#### [Your assignment]
For each line in the data below that has the word "sheet", copy that line.
(Source information)
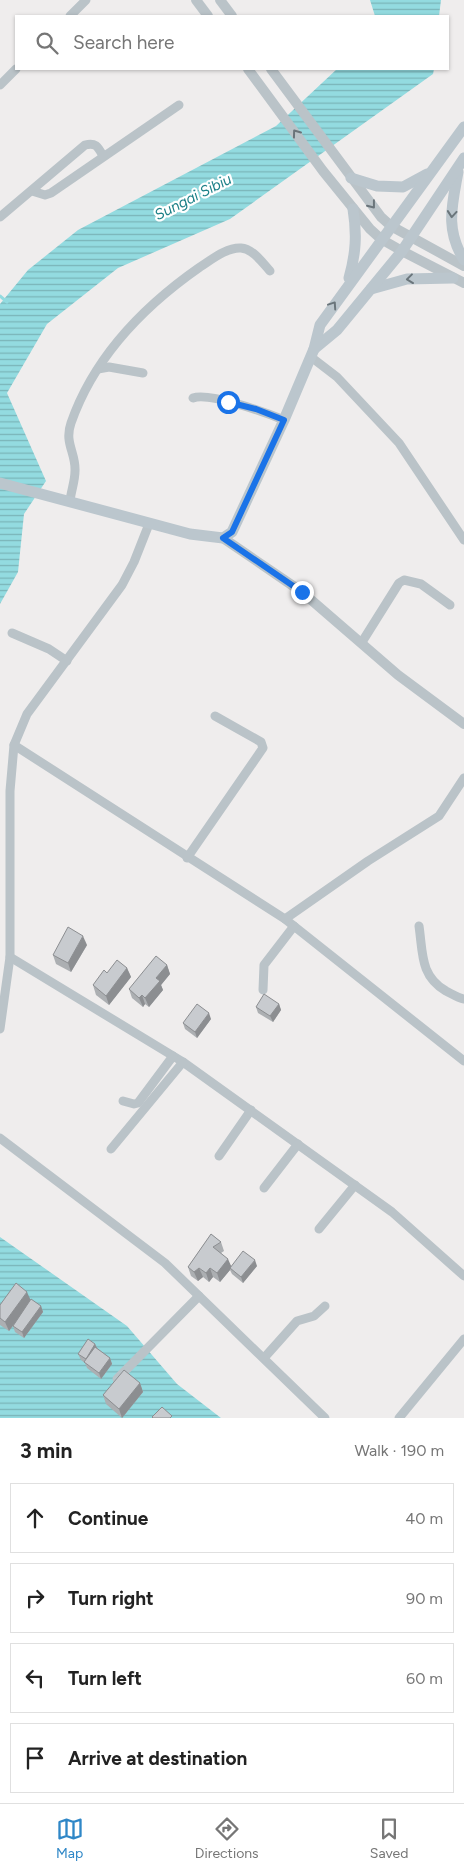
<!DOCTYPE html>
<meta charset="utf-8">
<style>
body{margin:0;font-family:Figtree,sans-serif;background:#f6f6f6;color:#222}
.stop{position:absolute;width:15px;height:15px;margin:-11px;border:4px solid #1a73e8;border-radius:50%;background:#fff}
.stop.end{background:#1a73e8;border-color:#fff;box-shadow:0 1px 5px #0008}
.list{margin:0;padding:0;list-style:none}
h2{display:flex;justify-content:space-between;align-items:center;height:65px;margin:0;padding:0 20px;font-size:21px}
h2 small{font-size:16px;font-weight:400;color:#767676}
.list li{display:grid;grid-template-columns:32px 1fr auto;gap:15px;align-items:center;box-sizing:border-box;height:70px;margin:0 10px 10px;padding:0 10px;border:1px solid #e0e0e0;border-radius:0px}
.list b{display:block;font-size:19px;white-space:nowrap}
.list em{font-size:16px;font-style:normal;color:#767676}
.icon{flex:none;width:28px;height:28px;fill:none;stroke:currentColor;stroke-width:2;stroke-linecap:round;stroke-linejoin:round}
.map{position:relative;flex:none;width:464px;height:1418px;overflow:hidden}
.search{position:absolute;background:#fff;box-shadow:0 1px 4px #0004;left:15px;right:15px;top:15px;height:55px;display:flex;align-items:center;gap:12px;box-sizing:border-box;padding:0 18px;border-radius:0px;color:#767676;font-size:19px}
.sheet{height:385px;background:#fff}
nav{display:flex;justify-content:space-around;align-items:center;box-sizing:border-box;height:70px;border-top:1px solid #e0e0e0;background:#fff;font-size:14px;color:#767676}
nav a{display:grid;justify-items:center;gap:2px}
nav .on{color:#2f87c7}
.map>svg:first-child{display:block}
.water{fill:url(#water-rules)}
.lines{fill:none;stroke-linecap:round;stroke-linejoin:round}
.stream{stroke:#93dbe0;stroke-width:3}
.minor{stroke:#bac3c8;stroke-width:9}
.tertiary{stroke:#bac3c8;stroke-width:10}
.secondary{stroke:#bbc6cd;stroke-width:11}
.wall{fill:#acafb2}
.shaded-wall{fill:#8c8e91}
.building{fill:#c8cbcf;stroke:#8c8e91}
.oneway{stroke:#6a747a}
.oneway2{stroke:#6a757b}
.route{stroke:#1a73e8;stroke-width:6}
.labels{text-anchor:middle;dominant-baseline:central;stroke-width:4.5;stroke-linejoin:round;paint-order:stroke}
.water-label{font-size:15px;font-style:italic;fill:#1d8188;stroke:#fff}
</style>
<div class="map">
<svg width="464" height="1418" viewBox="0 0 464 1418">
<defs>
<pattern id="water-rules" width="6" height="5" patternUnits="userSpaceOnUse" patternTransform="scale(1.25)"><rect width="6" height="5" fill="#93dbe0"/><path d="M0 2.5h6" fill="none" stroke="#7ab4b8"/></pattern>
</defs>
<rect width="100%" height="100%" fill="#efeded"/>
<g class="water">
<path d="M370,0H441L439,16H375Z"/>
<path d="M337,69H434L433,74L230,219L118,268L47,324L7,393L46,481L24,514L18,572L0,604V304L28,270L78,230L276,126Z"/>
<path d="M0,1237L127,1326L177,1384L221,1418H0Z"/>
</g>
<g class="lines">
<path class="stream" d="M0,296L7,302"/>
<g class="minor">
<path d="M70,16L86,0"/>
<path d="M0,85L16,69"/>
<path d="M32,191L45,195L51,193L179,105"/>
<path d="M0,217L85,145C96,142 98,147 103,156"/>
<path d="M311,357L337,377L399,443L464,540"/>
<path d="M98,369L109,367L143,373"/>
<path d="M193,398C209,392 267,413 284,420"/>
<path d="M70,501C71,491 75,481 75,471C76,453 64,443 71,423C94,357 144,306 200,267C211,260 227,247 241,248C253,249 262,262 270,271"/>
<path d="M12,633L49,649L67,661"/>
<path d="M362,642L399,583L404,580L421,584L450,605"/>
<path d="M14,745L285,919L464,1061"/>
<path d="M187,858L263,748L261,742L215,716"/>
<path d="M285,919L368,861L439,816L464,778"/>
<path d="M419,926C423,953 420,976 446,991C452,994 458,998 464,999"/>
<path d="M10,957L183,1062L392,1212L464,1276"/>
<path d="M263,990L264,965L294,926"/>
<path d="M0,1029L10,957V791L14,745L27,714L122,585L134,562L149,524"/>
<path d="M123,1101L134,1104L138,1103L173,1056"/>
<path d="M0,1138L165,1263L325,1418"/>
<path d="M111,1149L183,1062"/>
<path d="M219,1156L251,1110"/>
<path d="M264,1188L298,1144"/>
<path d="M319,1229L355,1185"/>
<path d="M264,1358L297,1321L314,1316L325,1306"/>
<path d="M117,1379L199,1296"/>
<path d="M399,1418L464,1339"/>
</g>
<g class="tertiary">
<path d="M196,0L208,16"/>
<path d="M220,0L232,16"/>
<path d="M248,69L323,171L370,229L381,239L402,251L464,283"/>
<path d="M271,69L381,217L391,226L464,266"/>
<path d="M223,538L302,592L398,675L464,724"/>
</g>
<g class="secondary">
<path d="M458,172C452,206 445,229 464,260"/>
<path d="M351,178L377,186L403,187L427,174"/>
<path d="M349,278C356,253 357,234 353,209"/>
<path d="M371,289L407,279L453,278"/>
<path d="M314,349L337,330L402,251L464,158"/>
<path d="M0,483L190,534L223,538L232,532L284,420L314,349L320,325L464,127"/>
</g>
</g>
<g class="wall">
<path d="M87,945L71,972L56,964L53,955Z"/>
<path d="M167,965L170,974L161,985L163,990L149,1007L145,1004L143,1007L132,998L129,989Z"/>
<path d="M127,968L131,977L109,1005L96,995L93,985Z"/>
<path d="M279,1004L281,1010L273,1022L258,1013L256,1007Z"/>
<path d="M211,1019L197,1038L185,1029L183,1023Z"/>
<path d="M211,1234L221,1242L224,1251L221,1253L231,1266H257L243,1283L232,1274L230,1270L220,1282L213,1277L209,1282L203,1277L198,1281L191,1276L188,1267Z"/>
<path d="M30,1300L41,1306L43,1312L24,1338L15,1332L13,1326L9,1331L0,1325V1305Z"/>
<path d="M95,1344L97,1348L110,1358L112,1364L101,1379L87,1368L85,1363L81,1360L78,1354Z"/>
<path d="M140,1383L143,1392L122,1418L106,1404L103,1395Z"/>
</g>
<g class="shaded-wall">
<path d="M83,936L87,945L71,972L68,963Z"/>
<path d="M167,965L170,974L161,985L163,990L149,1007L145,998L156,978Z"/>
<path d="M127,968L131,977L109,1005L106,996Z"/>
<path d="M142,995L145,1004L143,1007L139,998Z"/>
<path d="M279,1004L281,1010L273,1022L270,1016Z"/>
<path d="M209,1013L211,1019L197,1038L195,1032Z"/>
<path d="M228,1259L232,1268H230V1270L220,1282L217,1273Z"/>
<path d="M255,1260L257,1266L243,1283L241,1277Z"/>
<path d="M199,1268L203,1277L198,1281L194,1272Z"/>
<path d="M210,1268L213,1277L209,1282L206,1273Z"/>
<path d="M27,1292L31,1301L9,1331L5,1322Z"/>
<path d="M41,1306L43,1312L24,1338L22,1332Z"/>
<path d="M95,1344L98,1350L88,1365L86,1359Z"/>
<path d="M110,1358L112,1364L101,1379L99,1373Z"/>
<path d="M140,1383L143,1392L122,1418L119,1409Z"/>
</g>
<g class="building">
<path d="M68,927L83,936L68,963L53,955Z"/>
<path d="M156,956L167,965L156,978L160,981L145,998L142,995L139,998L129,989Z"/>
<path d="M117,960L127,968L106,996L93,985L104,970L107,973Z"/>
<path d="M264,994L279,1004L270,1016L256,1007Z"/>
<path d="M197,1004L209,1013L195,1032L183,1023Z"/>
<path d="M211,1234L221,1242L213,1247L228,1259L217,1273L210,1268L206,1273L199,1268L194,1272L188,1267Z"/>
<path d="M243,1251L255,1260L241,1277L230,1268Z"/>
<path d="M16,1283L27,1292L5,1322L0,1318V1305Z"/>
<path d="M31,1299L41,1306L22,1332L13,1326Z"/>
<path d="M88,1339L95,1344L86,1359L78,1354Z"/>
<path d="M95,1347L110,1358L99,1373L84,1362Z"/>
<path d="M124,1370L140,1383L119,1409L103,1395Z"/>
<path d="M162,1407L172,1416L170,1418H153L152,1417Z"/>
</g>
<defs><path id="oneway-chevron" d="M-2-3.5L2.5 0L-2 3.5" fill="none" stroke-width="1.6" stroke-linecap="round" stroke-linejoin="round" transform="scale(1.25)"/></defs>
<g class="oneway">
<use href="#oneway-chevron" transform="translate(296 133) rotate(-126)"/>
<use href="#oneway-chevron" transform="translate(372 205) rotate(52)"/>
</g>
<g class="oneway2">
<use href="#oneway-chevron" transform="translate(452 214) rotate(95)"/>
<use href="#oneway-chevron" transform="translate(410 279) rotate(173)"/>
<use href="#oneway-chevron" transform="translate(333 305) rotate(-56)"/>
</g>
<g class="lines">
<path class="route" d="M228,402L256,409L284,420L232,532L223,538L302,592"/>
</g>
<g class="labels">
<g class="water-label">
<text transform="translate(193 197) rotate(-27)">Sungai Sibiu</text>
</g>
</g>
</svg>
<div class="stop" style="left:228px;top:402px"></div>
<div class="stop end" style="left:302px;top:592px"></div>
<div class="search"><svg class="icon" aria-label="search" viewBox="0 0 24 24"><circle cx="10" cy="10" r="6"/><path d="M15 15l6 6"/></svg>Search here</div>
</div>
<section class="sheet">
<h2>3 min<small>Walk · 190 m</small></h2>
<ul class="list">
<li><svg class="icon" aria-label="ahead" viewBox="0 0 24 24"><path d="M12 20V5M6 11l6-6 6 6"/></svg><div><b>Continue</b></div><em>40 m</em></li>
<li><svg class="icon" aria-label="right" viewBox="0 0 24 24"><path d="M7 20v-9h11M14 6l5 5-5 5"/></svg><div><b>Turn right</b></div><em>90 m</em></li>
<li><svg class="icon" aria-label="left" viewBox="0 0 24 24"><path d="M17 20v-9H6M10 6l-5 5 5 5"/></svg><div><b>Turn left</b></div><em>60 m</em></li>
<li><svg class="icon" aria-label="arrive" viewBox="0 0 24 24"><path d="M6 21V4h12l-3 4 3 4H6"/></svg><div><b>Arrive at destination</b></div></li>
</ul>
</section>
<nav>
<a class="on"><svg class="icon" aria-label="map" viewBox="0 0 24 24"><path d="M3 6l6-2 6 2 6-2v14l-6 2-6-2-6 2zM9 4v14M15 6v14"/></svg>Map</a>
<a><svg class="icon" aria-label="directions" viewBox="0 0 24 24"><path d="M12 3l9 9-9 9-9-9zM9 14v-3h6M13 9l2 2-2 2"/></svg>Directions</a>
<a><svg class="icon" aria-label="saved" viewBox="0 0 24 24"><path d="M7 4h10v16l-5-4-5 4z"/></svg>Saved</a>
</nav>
(End Source information)
(Source information)
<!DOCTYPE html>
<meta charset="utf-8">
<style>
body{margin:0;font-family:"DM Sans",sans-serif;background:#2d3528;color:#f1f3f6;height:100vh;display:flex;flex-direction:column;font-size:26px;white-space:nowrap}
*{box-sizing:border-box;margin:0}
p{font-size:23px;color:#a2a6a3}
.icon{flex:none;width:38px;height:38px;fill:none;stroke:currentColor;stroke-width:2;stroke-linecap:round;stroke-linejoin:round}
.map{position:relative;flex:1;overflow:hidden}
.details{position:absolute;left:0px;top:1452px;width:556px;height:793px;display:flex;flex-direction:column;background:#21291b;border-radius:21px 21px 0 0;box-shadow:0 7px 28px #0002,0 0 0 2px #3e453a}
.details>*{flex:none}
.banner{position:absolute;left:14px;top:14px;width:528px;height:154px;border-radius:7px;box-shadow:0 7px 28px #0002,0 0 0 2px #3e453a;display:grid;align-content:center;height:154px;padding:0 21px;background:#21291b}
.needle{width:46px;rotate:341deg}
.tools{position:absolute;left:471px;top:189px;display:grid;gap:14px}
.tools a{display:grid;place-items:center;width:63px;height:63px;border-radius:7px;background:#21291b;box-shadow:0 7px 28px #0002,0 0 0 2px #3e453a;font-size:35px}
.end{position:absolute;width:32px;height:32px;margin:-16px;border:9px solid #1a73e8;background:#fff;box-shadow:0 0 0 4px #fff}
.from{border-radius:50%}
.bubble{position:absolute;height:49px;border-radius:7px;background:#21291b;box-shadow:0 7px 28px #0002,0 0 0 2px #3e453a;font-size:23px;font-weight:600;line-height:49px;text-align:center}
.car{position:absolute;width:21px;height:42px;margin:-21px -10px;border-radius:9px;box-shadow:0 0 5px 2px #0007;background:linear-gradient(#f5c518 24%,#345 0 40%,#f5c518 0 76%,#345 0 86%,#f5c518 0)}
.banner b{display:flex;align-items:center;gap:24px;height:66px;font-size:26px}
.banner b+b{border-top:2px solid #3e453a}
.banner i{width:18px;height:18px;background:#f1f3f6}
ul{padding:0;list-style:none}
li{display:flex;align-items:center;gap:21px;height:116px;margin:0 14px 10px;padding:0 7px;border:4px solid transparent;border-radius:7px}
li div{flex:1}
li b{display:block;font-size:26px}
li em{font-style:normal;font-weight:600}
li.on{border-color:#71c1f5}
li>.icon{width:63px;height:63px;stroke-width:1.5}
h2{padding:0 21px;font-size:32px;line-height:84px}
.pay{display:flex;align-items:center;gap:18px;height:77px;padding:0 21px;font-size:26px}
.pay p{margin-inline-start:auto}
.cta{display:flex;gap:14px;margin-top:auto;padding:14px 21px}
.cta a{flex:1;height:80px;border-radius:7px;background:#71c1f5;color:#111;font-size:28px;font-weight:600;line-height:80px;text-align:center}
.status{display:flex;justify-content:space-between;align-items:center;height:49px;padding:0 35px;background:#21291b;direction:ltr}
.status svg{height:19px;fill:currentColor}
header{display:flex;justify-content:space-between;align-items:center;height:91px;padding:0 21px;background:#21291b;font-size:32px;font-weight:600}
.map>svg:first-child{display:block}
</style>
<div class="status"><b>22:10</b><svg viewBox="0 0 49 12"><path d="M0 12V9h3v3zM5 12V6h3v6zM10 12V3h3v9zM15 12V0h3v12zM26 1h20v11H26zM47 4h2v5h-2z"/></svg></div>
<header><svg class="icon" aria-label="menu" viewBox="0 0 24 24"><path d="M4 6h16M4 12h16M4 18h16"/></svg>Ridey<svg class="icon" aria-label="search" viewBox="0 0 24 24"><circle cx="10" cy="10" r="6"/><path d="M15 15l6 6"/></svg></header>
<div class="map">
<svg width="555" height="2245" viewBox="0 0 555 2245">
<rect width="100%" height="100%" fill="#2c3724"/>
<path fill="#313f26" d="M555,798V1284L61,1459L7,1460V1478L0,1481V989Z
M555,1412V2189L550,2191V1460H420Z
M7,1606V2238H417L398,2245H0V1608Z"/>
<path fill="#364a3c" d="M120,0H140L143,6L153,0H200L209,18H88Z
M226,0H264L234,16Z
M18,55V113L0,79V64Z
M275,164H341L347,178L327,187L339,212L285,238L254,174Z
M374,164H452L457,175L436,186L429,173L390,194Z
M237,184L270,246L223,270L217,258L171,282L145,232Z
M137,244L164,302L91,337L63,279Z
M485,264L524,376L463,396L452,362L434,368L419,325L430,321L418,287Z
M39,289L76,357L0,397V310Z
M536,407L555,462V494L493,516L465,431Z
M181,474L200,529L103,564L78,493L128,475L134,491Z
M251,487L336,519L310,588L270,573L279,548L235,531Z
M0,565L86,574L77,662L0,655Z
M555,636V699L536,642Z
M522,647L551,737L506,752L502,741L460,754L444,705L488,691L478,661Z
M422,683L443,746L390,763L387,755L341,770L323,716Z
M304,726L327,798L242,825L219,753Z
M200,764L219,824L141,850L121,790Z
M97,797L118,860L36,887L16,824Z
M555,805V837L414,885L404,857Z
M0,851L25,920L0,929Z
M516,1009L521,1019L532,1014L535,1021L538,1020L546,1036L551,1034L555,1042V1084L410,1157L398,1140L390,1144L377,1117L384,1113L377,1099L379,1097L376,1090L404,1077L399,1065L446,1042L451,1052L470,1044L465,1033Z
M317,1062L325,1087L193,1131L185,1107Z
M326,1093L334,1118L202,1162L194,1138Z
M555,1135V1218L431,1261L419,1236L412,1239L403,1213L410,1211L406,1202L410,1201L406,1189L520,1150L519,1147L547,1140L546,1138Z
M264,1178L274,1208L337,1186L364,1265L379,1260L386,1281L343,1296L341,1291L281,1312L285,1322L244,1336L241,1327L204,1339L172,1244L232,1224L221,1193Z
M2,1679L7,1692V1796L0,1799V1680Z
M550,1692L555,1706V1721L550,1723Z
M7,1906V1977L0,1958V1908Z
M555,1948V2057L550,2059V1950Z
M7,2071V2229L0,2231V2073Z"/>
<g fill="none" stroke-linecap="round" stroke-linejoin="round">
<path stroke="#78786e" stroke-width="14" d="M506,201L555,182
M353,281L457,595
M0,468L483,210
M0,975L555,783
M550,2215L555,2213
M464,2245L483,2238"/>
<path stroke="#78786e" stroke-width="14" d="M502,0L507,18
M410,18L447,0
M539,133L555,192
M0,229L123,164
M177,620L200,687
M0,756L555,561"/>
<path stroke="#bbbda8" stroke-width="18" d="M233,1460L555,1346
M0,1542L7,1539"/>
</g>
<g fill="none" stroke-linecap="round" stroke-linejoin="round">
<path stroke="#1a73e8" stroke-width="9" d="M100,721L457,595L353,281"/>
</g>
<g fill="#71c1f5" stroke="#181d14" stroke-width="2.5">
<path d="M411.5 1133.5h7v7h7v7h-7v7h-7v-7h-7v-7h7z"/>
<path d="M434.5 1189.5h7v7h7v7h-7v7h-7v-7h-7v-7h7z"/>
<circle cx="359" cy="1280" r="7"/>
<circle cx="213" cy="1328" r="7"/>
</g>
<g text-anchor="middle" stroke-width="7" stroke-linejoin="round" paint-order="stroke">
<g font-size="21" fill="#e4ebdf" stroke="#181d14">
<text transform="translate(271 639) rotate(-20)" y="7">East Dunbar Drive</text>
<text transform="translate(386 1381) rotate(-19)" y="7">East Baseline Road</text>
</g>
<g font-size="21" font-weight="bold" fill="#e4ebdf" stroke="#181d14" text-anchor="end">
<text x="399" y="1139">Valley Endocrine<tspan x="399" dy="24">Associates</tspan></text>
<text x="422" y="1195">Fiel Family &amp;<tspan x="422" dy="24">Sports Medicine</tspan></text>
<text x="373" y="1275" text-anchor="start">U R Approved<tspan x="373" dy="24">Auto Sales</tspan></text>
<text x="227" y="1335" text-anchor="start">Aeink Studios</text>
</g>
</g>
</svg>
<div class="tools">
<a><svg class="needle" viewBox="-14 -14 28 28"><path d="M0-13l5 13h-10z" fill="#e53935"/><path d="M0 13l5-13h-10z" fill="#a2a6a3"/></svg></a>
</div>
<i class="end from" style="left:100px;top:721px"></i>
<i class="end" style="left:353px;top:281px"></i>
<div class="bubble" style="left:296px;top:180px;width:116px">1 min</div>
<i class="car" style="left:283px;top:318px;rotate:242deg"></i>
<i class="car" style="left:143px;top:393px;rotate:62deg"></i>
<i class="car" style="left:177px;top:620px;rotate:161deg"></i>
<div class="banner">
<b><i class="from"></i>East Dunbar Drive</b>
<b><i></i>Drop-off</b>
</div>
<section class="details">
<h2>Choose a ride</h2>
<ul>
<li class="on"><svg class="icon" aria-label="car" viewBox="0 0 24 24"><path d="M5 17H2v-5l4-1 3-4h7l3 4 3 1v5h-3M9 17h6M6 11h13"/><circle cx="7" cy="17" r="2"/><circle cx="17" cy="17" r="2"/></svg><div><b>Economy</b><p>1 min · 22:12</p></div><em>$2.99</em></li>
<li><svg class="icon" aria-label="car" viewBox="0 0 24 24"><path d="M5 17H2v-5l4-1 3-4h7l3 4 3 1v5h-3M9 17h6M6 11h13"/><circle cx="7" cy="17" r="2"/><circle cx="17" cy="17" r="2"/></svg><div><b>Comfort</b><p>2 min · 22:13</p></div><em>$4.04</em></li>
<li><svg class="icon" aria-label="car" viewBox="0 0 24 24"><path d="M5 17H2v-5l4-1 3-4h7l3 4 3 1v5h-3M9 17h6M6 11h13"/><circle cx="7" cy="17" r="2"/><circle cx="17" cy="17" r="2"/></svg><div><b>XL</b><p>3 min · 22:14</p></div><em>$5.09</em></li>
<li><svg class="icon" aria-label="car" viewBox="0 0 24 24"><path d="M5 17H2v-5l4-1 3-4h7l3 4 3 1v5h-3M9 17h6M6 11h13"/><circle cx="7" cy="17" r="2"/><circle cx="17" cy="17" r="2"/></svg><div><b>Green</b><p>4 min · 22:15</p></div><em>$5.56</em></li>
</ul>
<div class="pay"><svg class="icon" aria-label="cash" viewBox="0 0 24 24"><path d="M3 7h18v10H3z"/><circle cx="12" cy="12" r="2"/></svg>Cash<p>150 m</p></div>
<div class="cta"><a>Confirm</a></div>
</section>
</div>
(End Source information)
#### [Your solution]
.sheet{height:385px;background:#fff}
<section class="sheet">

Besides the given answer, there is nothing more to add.